**Saved data entries**
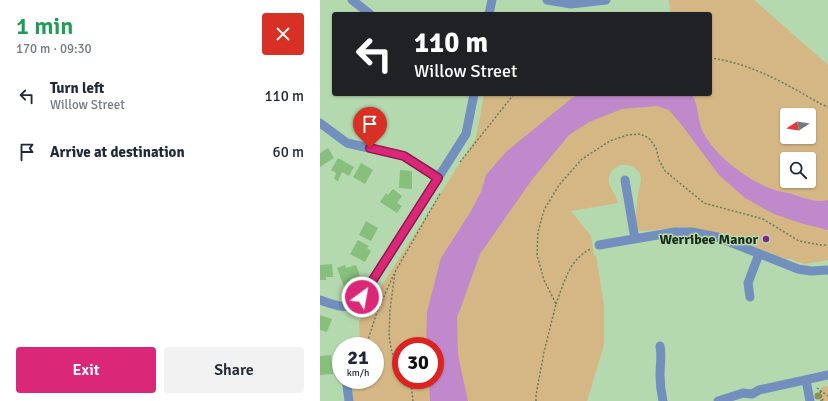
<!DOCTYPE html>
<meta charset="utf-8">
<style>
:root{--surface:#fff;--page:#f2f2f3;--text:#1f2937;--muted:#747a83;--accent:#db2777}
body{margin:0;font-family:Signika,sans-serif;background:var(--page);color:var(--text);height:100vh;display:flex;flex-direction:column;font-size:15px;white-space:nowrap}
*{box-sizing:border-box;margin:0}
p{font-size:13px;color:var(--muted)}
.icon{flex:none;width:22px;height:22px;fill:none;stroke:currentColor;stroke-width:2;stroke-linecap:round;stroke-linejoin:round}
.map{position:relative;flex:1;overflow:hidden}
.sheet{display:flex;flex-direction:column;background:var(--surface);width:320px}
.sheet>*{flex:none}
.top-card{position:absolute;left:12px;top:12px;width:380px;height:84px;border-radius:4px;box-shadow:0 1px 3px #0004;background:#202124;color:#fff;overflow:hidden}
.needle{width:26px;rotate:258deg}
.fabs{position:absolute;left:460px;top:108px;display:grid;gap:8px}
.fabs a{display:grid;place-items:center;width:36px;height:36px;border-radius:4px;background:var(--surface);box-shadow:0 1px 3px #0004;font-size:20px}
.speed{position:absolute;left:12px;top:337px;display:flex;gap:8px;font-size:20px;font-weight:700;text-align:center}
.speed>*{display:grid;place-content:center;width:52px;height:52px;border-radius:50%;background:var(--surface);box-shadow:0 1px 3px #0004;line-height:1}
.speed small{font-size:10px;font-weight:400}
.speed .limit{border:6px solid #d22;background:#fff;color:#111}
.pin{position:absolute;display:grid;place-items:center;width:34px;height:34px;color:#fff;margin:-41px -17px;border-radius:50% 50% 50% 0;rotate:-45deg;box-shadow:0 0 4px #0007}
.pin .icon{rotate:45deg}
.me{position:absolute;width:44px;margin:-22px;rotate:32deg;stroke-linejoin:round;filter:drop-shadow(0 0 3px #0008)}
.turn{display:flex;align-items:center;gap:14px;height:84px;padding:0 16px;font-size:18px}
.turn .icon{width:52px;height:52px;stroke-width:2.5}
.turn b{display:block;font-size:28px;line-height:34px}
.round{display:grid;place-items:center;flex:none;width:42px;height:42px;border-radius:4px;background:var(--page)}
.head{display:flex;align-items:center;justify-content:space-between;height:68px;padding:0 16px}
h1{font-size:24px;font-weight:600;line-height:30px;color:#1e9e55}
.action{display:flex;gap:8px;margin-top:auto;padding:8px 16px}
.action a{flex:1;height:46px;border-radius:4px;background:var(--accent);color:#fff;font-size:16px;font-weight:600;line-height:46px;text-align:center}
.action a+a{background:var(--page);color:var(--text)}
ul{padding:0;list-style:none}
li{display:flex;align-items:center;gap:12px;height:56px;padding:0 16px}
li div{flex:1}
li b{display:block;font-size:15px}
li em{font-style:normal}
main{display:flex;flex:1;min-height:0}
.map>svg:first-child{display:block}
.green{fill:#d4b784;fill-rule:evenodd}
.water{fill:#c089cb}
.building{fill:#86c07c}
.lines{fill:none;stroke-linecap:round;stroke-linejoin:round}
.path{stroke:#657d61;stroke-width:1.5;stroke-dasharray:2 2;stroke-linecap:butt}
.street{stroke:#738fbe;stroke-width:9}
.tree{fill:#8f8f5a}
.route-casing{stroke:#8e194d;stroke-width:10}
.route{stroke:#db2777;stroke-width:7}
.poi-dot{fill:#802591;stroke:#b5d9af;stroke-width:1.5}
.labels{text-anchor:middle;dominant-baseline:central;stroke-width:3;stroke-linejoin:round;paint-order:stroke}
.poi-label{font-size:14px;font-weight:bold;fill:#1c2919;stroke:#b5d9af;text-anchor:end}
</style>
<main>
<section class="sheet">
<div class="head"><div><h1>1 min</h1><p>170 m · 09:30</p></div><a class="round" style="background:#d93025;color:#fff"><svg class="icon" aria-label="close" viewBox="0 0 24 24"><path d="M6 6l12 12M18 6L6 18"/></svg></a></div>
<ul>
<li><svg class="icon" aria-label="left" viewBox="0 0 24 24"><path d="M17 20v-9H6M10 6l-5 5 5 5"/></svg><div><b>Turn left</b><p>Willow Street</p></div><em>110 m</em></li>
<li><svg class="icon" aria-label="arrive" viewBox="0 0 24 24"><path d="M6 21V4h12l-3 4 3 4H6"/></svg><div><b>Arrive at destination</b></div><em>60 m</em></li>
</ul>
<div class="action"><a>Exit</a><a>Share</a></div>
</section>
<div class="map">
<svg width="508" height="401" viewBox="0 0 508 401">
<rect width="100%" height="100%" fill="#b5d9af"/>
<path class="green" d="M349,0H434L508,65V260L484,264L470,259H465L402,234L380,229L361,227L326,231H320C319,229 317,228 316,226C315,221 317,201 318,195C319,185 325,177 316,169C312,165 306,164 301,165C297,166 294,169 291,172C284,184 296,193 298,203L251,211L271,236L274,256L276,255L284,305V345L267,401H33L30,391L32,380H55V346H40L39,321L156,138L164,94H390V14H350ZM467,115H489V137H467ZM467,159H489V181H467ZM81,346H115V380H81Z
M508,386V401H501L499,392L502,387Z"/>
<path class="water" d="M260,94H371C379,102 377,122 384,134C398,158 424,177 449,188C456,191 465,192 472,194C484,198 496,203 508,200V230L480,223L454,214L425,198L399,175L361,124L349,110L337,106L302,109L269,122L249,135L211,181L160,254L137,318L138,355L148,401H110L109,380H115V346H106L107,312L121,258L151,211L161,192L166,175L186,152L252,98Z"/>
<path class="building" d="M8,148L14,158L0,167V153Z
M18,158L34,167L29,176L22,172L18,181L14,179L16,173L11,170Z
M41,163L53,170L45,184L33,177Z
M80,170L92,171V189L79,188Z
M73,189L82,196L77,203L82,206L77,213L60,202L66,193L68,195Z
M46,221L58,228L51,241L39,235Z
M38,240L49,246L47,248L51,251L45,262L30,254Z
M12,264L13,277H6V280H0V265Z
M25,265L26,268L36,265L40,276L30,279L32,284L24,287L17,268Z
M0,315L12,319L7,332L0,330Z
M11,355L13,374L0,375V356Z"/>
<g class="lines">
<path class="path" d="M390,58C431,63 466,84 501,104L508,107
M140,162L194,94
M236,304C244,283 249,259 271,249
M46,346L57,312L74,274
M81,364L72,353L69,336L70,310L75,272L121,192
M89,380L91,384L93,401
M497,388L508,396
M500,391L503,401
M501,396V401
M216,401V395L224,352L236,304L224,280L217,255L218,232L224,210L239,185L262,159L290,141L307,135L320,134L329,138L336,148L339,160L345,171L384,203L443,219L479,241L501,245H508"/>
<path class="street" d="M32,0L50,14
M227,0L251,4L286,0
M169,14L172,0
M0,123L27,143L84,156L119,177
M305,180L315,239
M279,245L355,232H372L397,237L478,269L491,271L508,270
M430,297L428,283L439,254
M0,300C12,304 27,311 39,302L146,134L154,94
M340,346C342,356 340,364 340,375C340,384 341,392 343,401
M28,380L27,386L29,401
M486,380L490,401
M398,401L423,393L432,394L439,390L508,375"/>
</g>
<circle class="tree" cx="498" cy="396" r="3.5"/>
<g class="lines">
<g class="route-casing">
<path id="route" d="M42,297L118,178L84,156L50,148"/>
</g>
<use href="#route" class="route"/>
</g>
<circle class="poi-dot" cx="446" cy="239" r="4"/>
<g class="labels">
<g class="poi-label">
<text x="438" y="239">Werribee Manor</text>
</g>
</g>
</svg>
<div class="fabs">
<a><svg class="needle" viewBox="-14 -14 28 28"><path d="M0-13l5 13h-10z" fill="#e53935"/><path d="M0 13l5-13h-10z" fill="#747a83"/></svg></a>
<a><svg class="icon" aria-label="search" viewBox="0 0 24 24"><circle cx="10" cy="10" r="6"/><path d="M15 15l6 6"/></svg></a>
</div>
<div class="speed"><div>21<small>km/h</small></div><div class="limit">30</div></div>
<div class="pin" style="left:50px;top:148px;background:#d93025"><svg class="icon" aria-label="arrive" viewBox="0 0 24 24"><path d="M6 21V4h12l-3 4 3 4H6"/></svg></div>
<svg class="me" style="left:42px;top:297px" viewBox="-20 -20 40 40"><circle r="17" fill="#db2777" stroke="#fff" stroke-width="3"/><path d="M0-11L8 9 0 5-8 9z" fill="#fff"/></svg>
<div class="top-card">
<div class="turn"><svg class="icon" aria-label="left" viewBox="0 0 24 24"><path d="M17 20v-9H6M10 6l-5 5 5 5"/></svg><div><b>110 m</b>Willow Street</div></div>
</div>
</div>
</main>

**Exercise description**
One number is all the reply should hold: how many lines in these records include the word "absolute".

**Response area**
5